Writing in the journal Nature, a team led by Fusuo Zhang at the China Agricultural University in Beijing reported on a three-year experiment on how to improve yields on existing land.

They carried out dozens of field trials in the country's main grain-farming belts, where they grew plots of cereals using four different agricultural techniques.

One technique was to grow the cereals according to the practice of local farmers, and the second was a tweaked, or "improved," version of the same method.

The third was maximisation of yield without regard for the environment, which often entailed dousing fields with nitrogen fertiliser.

The fourth technique used modern crop and nutrient management, harnessing knowledge of the right strains of crops to match local soils and climate, more accurate dates for sowing and a smarter density of sowing, and using inputs efficiently.

The highest yield came from the third option.

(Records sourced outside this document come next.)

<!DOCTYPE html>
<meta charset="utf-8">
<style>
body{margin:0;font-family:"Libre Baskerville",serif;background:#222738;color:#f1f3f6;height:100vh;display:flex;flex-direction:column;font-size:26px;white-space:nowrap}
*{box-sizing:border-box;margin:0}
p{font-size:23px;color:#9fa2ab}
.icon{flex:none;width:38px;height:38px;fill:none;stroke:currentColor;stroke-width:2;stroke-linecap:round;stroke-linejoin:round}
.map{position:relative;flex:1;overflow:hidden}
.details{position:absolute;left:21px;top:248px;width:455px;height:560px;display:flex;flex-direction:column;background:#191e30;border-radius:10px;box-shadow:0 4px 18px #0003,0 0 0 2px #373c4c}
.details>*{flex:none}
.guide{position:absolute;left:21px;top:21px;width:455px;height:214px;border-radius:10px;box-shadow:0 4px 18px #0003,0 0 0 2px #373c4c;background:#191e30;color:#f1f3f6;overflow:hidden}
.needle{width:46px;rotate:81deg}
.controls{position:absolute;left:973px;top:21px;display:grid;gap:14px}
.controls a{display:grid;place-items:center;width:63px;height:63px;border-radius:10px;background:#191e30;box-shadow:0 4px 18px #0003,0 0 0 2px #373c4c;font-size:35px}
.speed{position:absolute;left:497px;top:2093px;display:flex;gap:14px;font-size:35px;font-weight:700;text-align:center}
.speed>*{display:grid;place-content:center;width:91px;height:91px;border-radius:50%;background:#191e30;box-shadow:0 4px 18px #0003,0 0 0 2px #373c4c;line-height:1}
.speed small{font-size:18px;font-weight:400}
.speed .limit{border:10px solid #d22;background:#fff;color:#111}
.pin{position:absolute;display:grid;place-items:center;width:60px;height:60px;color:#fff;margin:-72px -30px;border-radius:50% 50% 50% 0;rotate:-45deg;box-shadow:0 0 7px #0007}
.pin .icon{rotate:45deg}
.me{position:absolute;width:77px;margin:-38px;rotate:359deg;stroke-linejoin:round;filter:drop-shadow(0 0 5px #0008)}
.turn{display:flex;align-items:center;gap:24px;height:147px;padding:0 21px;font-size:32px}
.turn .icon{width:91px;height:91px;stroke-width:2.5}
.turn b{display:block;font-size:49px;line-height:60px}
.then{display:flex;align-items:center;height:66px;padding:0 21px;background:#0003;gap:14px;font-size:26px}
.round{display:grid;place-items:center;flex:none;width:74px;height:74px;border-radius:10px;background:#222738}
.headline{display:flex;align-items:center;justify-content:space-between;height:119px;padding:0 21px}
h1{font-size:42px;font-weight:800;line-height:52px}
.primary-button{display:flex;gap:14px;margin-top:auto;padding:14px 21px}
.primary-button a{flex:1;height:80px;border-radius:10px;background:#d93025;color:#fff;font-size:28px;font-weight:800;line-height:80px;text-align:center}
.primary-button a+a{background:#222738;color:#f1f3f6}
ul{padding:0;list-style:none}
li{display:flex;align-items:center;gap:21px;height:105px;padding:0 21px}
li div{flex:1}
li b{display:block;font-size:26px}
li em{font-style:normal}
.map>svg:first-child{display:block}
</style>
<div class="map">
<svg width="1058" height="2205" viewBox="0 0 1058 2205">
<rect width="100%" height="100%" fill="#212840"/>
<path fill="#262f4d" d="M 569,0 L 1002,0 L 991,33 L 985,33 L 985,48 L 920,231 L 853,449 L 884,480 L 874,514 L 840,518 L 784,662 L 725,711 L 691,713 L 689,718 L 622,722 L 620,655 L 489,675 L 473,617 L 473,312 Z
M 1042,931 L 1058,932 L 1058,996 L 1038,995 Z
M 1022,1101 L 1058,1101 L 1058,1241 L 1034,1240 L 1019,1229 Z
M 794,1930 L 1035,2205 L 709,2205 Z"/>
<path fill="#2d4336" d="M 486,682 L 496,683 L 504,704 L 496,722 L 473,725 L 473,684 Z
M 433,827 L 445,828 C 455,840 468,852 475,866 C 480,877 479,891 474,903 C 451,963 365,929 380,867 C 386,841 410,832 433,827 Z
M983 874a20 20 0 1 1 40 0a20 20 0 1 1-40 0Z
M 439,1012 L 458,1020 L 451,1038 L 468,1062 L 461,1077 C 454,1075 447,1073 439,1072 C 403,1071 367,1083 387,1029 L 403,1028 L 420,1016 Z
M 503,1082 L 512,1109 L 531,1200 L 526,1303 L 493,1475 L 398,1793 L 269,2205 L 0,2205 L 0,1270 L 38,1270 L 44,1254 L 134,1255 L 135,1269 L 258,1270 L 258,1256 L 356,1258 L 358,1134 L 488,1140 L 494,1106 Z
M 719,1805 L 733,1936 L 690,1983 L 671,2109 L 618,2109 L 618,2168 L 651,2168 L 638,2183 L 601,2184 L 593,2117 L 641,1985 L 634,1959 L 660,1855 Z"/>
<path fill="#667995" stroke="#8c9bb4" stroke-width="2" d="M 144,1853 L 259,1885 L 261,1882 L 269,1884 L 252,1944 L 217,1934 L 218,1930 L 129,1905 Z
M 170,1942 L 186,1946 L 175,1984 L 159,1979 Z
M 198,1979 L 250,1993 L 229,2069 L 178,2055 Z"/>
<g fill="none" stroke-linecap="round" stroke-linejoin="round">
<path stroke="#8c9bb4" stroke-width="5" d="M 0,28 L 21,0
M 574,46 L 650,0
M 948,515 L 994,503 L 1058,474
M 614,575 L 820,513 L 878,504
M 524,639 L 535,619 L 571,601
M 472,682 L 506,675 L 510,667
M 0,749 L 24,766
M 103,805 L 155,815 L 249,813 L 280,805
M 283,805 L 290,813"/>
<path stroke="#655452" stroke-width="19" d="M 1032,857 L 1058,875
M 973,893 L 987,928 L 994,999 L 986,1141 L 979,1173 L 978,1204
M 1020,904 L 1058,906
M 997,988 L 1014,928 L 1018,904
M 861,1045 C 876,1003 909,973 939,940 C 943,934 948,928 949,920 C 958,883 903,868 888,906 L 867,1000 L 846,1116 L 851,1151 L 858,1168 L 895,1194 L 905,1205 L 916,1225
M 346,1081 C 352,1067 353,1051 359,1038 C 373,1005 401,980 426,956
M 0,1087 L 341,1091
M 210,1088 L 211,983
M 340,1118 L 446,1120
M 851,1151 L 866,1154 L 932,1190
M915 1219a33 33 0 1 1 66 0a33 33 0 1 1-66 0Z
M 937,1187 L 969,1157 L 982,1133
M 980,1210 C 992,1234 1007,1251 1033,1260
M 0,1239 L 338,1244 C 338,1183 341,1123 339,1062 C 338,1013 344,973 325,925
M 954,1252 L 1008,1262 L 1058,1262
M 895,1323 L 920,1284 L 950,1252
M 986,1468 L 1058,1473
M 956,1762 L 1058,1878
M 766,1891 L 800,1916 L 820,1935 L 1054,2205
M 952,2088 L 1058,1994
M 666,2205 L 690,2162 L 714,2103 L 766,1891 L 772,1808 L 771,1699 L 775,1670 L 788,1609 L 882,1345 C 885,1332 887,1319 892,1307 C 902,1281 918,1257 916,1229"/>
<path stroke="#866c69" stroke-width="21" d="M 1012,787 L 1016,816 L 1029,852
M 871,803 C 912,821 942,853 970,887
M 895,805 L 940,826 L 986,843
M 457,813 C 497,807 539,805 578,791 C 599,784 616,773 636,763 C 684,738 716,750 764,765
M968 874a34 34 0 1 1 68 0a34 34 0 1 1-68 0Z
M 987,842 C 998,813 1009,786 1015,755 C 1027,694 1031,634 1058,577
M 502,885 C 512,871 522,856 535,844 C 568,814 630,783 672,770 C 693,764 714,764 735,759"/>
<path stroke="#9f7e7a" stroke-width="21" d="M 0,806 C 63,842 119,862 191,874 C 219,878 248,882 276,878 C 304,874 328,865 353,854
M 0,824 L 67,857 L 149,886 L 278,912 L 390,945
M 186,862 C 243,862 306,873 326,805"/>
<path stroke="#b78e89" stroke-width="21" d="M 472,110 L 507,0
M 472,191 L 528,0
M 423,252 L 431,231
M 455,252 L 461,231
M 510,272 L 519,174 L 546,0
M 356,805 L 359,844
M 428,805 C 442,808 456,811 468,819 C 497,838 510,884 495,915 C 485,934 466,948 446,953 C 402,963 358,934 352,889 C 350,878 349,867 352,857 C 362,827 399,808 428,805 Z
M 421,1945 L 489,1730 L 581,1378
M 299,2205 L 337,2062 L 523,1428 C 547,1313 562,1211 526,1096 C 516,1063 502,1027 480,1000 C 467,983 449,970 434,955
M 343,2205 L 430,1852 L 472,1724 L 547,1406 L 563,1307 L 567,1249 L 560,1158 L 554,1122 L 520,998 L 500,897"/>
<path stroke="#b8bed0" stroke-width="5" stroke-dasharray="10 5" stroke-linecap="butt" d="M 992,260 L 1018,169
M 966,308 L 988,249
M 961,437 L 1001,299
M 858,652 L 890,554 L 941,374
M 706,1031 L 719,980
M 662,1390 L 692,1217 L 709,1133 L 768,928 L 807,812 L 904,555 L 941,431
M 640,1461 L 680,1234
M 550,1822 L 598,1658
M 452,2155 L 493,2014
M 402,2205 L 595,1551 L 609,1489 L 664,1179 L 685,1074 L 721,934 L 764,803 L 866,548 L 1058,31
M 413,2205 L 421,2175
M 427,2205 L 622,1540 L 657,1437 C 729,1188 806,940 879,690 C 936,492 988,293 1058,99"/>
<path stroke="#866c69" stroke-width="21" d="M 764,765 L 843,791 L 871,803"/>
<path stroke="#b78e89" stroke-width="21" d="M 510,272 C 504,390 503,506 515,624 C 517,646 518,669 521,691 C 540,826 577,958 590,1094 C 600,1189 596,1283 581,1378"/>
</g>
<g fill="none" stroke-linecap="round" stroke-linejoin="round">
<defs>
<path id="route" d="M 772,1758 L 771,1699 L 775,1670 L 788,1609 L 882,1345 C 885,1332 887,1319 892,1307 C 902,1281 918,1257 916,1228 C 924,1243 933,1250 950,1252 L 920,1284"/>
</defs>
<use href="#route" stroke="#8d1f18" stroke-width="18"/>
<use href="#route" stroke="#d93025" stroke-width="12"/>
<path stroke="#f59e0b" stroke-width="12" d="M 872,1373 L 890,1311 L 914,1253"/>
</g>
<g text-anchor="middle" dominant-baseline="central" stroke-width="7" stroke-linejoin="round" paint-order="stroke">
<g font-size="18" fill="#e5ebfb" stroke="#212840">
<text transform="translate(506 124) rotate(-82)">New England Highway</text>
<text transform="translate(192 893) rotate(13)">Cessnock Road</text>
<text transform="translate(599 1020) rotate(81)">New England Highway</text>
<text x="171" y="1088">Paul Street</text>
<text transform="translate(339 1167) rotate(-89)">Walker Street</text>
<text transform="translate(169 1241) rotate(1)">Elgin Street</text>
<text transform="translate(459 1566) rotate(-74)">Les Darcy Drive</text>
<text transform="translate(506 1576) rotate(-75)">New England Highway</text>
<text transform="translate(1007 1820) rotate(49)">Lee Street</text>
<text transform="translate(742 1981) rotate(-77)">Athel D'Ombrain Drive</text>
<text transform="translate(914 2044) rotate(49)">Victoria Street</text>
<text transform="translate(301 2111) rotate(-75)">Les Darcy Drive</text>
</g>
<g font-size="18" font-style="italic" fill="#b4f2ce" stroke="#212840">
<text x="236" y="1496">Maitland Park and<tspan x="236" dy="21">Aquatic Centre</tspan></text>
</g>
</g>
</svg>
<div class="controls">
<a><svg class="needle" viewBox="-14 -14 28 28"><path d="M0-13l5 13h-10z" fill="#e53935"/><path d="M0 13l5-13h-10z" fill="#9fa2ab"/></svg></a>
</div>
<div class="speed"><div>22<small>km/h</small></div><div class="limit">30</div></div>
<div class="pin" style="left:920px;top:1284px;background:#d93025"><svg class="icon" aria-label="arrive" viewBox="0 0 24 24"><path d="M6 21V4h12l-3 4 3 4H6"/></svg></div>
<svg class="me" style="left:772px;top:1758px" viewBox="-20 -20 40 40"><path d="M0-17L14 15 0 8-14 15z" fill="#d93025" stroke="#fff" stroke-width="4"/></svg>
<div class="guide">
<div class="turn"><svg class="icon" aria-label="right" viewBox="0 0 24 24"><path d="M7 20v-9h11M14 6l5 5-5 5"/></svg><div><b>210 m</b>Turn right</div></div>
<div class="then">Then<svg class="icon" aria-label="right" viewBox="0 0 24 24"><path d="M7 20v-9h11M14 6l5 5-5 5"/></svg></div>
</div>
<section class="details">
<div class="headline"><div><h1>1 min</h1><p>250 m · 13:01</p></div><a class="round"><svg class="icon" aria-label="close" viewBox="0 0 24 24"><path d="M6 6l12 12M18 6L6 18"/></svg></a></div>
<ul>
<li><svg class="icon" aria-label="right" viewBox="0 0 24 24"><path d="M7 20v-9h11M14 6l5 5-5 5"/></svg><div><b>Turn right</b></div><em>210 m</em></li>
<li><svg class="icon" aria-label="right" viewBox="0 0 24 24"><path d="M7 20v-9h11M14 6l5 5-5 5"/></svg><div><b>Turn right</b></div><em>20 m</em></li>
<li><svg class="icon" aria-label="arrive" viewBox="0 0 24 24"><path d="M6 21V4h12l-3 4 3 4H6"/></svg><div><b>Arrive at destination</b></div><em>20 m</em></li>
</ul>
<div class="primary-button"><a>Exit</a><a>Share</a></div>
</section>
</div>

It saw average local yields of rice jump from 7.2 tonnes to 8.8 tonnes per hectare (2.9 tonnes to 3.5 tonnes per acre), while the wheat harvest leapt from 7.2 tonnes to 9.2 tonnes, and corn (maize) from 10.5 tonnes to 14.4 tonnes.

This came close to record yields for those grains in intensive farms in the United States and Germany.

But the smart farming technique, called integrated soil-crop system management (ISSM), did extremely well, according to the investigators.

It typically came within 97-99 percent of the maximised yield but at far less cost to the environment.

Yields under ISSM rose to 8.5, 8.9 and 14.2 tonnes per hectare for rice, wheat and corn respectively, without any increase in nitrogen fertiliser.

Option No. 2 -- the "improved" local practice of farming -- achieved 88-92 percent of the maximised yields.

Computer simulations suggest that by using ISSM, excessive use of nitrogen and emissions of greenhouse gases "are reduced substantially," the study said.

"If farmers in China could achieve average grain yields equivalent to 80 percent of this treatment by 2030, over the same planting area as in 2012, total production of rice, wheat and maize in China would be more than enough to meet the demand for direct human consumption and a substantially increased demand for animal feed, while decreasing the environmental costs of intensive agriculture," it said.